Review by Thomas C. Field Jr., Embry-Riddle University
As an international historian in an interdisciplinary program that is focused on international security, I found it a great pleasure to review this impressive debut by political scientist Christopher Darnton. His book reminds historians of the utility of engaging in contemporary debates, and he demonstrates a sincere desire to work alongside us, even borrowing from the historians’ toolkit by scouring diplomatic archives, political memoirs, and historical press reports. Truer to his own discipline, Darnton retains a focus on constructing a policy-relevant theory of international politics, one that will be useful for diplomats who are interested in building more effective security alliances and in carrying out more efficient global counterinsurgency campaigns.
Like most international relations theorists, Darnton places a premium on conceptual parsimony. Security alliances are more effective, he argues, when intra-alliance rivalries are abandoned in favor of overall, global missions. According to Darnton, these disputes can best be resolved when rivals’ perceptions of a common foe are coupled with economic constraints that force both states to put aside their differences in favor of alliance solidarity. The converse is also true: in the absence of economic constraints, rivals will be able to follow a dual mission, fighting the common enemy while continuing to engage in regional rivalries. His many case studies bear this out.
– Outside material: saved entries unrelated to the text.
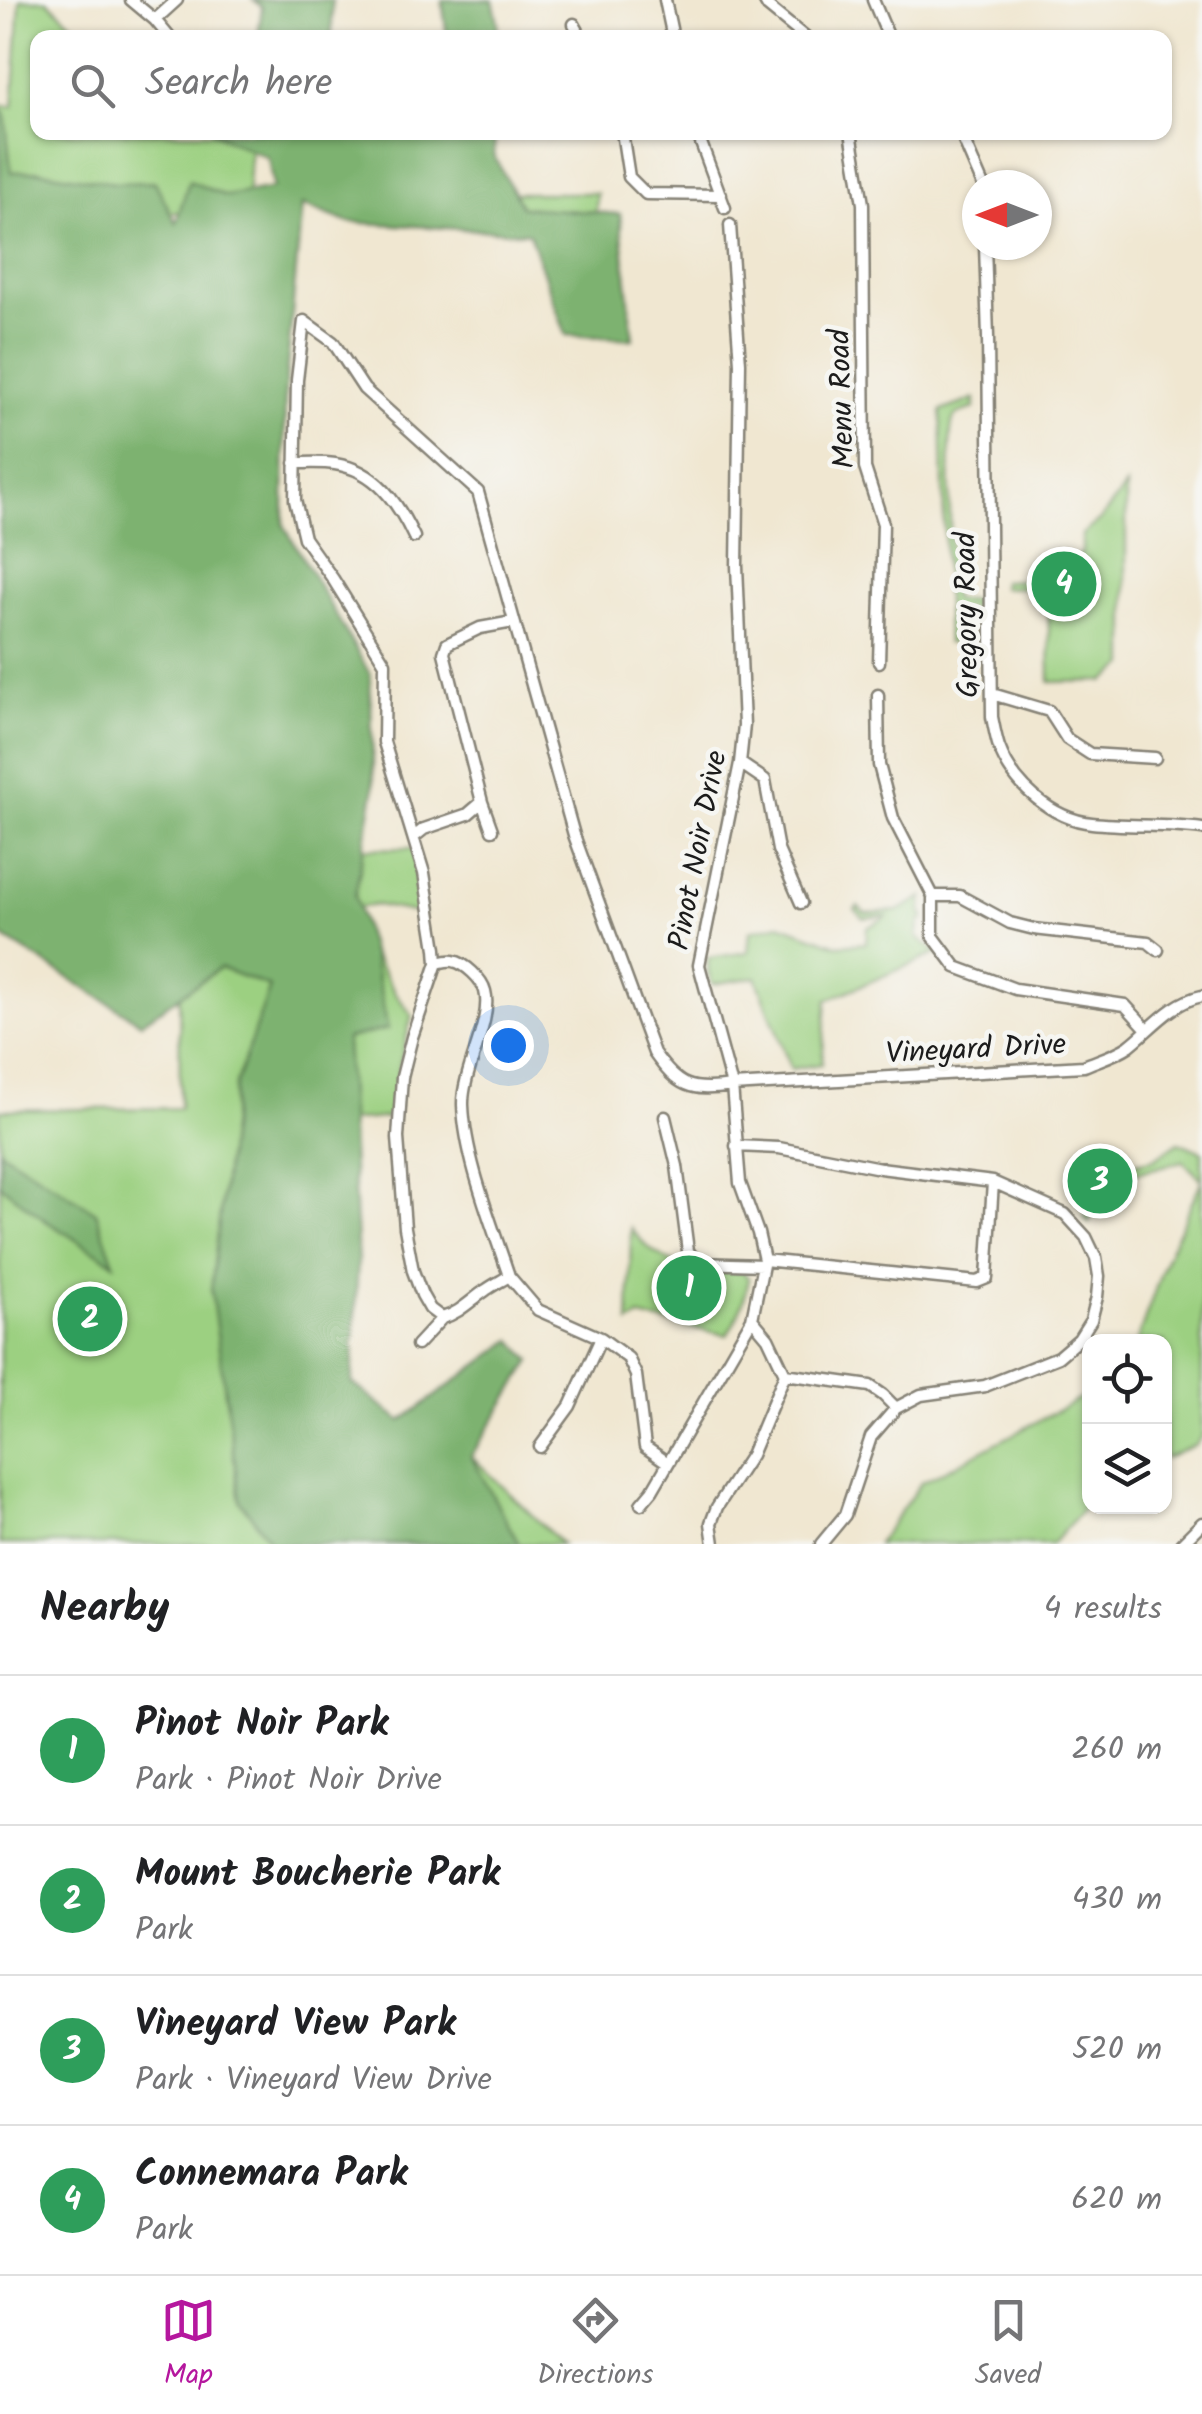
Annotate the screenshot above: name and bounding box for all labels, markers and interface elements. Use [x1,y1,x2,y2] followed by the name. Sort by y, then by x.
[30,30,1172,140] search box
[145,55,332,115] text: Search here
[65,58,120,113] icon: search
[962,170,1052,260] north arrow
[817,327,869,470] street label: Menu Road
[943,531,993,698] street label: Gregory Road
[1032,546,1096,622] pin: 4
[656,747,742,954] street label: Pinot Noir Drive
[483,1020,534,1071] your location
[885,1021,1067,1079] street label: Vineyard Drive
[1068,1144,1132,1218] pin: 3
[656,1250,722,1326] pin: 1
[58,1282,122,1356] pin: 2
[1082,1334,1172,1514] map controls
[1082,1334,1172,1424] button: locate
[1082,1424,1172,1514] button: layers
[40,1576,169,1643] text: Nearby
[1044,1584,1162,1635] text: 4 results
[135,1695,388,1755] text: Pinot Noir Park
[68,1725,77,1776] text: 1
[1071,1725,1162,1776] text: 260 m
[135,1755,442,1806] text: Park · Pinot Noir Drive
[135,1845,500,1905] text: Mount Boucherie Park
[63,1875,82,1926] text: 2
[1072,1875,1162,1926] text: 430 m
[135,1905,193,1956] text: Park
[135,1995,456,2055] text: Vineyard View Park
[64,2025,81,2076] text: 3
[1072,2025,1162,2076] text: 520 m
[135,2055,492,2106] text: Park · Vineyard View Drive
[135,2145,407,2205] text: Connemara Park
[64,2175,81,2226] text: 4
[1071,2175,1162,2226] text: 620 m
[135,2205,193,2256] text: Park
[161,2293,216,2398] tab: Map
[537,2293,653,2398] tab: Directions
[975,2293,1041,2398] tab: Saved

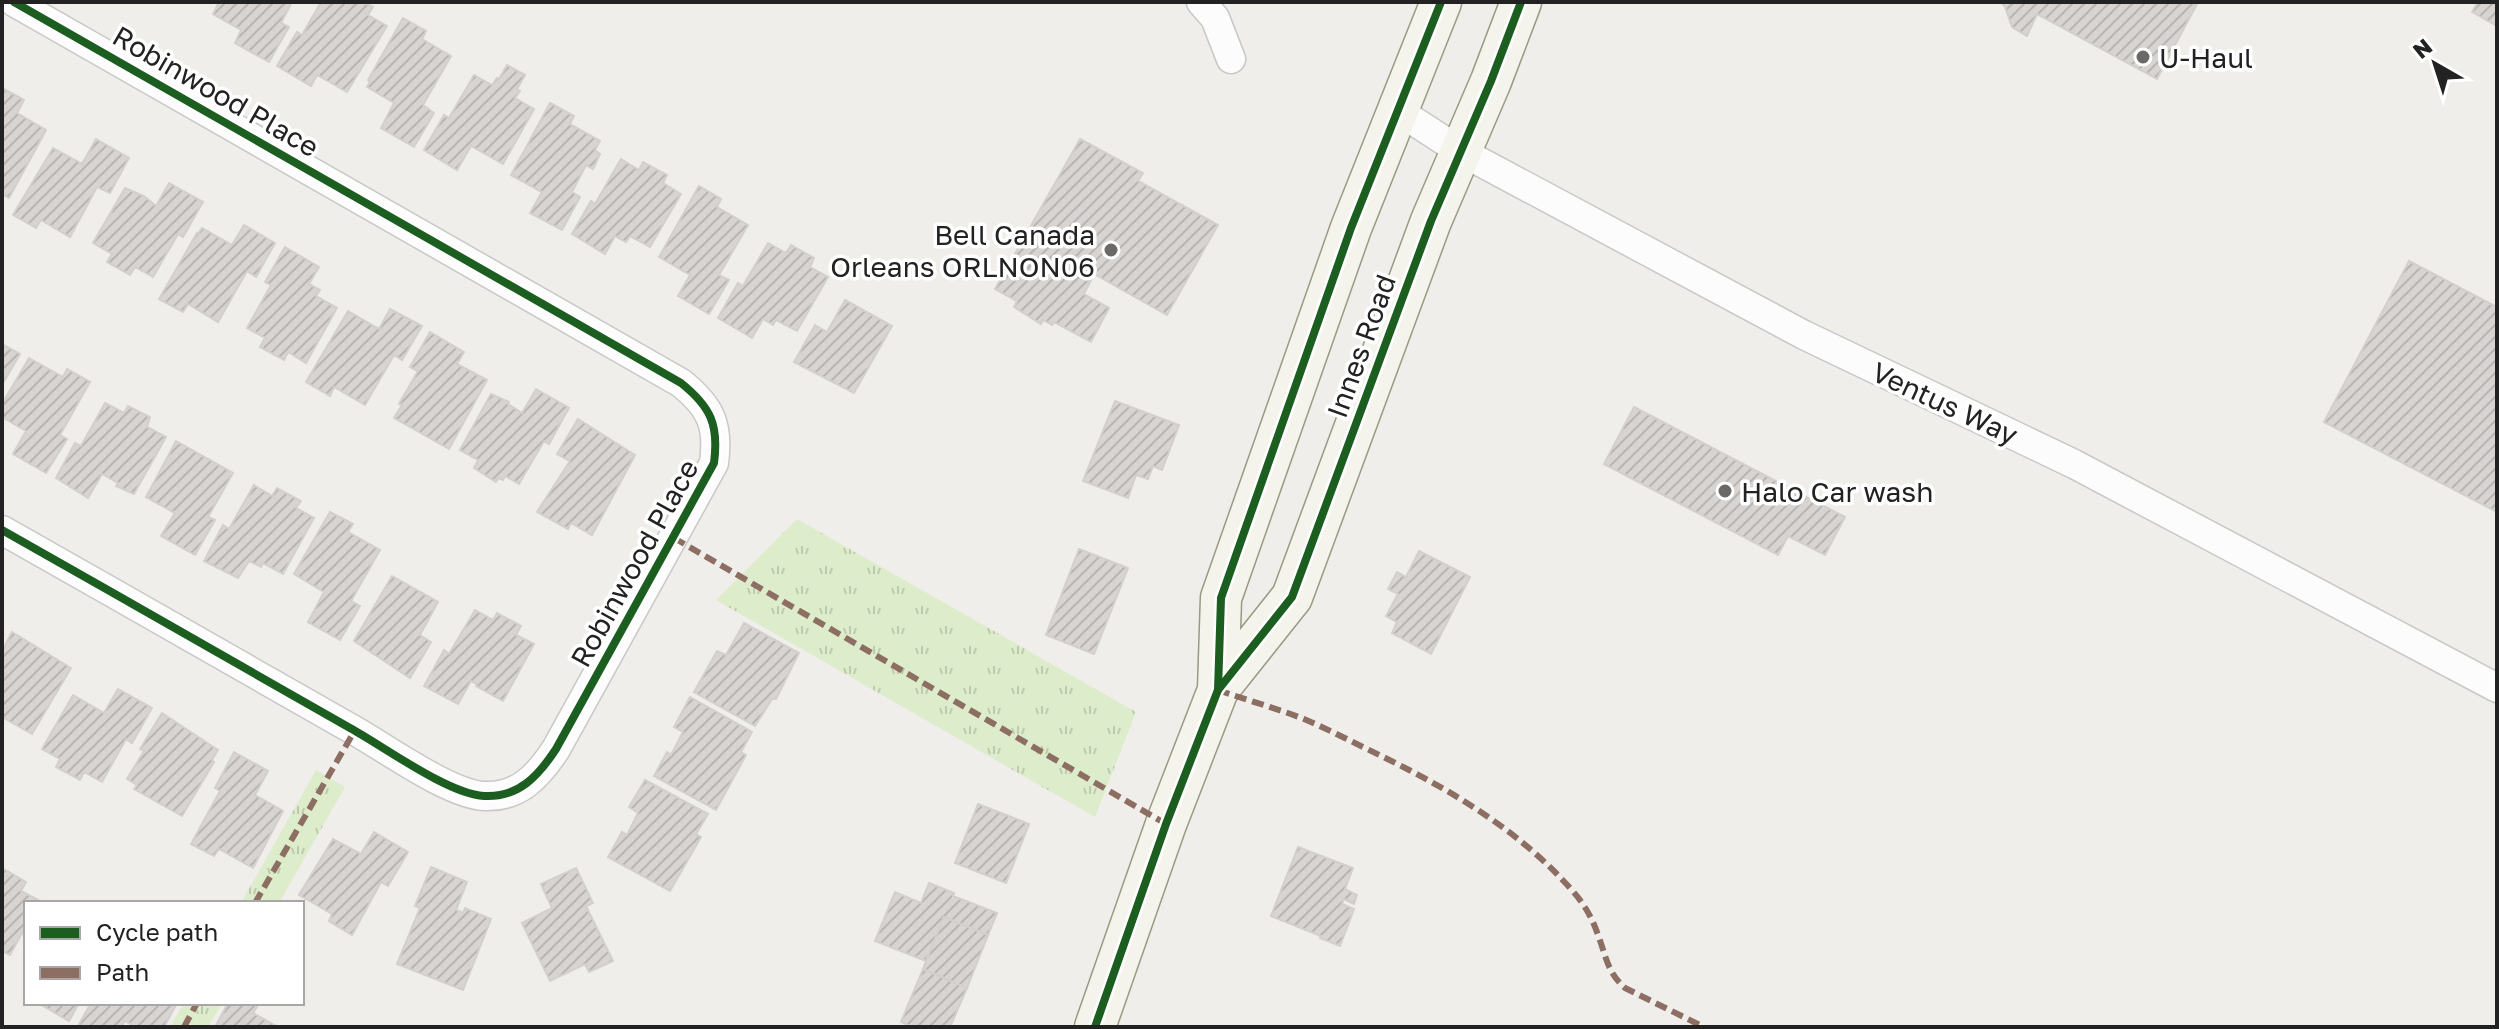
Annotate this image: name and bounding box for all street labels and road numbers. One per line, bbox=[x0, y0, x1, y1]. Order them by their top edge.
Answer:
street label: Robinwood Place bbox=[107, 19, 325, 163]
street label: Innes Road bbox=[1320, 270, 1402, 422]
street label: Ventus Way bbox=[1867, 355, 2023, 451]
street label: Robinwood Place bbox=[563, 454, 705, 672]

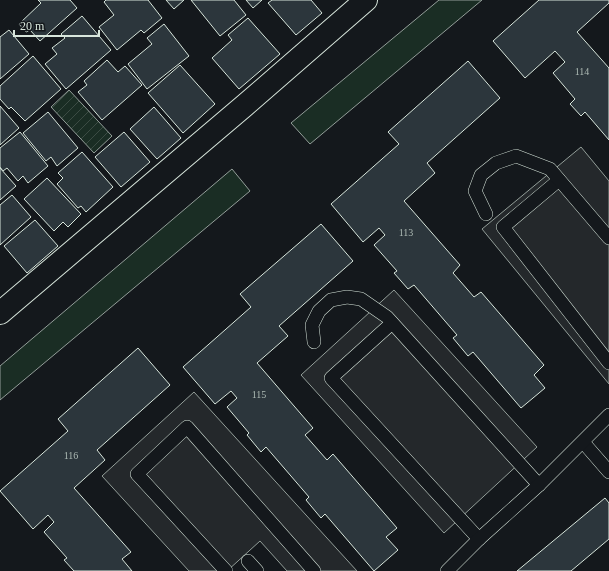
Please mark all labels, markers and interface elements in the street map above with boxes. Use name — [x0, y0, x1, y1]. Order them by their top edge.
scale bar — [14, 12, 99, 38]
text: 20 m — [20, 19, 45, 33]
house number: 114 — [575, 66, 589, 77]
house number: 113 — [399, 227, 413, 238]
house number: 115 — [252, 389, 266, 400]
house number: 116 — [64, 450, 78, 461]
So far so good.
Darnton then takes his theory a step further. According to his reading of primary documents from Cold War Latin America and beyond, the persistence of intra-alliance rivalries has little or nothing to do with actual grievances between states. Instead, rivalries are perpetuated because agencies of the state, foreign ministries and militaries, receive material benefits from ongoing regional competition. Viewing “the national interest through the prism of their parochial interest,” state bureaucracies “systematically distort policymaking” by “torpedoing compromise attempts by leaders” (27, 30, 36). It is a bold assertion, one that Darnton has gone to great archival lengths to demonstrate. In the end, however, I remain unconvinced that state agencies roguishly persist in pointless regional rivalries merely out of petty bureaucratic greed, and I doubt that heads of state should be unconditionally praised as “aspiring peacemakers” for engaging in secret “end runs” to sign away decades-long grievances in favor of new loyalties to U.S.-led counterinsurgency alliances (75, 202). These caricatures are useful for theorizing, but they bear little resemblance to the rich complexity of the Latin American historical case studies Darnton explores. I will further discuss this point below.
Lest this review descend into a disciplinary squabble over the way comparative international relations theorists tend to flatten historical narratives, it is important to point out that I found much to admire in Darnton’s book. Putting aside the internal mechanisms at play when states are convinced to overcome intra-alliance rivalries, it is reasonable to expect that this may indeed occur when rivals are faced with the dual conditions of a common foe and economic constraints. This leads Darnton to some surprising and useful conclusions. First, U.S. aid to allies can have the paradoxical effect of prolonging intra-alliance rivalries, as rival states see little economic reason to give up the advancement of regional foreign policy goals even as they double-down on the U.S.-led alliance. Second, U.S. diplomatic pressure on allies (against human rights violations, for example) can have the unexpected effect of pushing allied rivals toward rapprochement.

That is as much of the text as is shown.